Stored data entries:
--------------------------------

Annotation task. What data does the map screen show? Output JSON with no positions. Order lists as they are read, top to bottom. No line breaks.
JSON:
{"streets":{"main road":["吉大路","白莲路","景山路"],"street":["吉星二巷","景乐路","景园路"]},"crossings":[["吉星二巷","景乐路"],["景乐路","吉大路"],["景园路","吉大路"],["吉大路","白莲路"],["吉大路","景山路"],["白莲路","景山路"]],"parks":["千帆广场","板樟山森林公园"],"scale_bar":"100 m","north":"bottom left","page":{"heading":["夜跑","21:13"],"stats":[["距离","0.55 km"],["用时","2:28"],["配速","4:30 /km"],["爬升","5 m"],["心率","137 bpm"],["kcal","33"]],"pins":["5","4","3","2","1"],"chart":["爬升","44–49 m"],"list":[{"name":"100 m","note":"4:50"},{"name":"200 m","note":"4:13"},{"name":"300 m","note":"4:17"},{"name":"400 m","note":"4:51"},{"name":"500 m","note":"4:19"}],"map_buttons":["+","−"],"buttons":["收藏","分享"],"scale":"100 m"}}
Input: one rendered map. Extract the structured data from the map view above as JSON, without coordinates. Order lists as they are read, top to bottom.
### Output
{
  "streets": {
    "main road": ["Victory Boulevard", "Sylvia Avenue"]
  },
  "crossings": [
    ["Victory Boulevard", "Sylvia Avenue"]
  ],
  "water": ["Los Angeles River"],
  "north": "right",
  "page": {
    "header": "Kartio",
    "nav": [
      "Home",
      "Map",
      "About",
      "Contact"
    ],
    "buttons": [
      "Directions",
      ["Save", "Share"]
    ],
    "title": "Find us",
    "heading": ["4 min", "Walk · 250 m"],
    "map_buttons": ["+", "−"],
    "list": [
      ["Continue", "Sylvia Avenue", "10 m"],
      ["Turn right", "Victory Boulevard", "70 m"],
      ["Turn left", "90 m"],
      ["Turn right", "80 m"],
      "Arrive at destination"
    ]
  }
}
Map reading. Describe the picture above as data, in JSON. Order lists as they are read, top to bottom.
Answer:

--------------------------------

● TASK PROMPT
Copy out each line in the preceding records that contains "above".

● SOLVED PROBLEM
Input: one rendered map. Extract the structured data from the map view above as JSON, without coordinates. Order lists as they are read, top to bottom.
Map reading. Describe the picture above as data, in JSON. Order lists as they are read, top to bottom.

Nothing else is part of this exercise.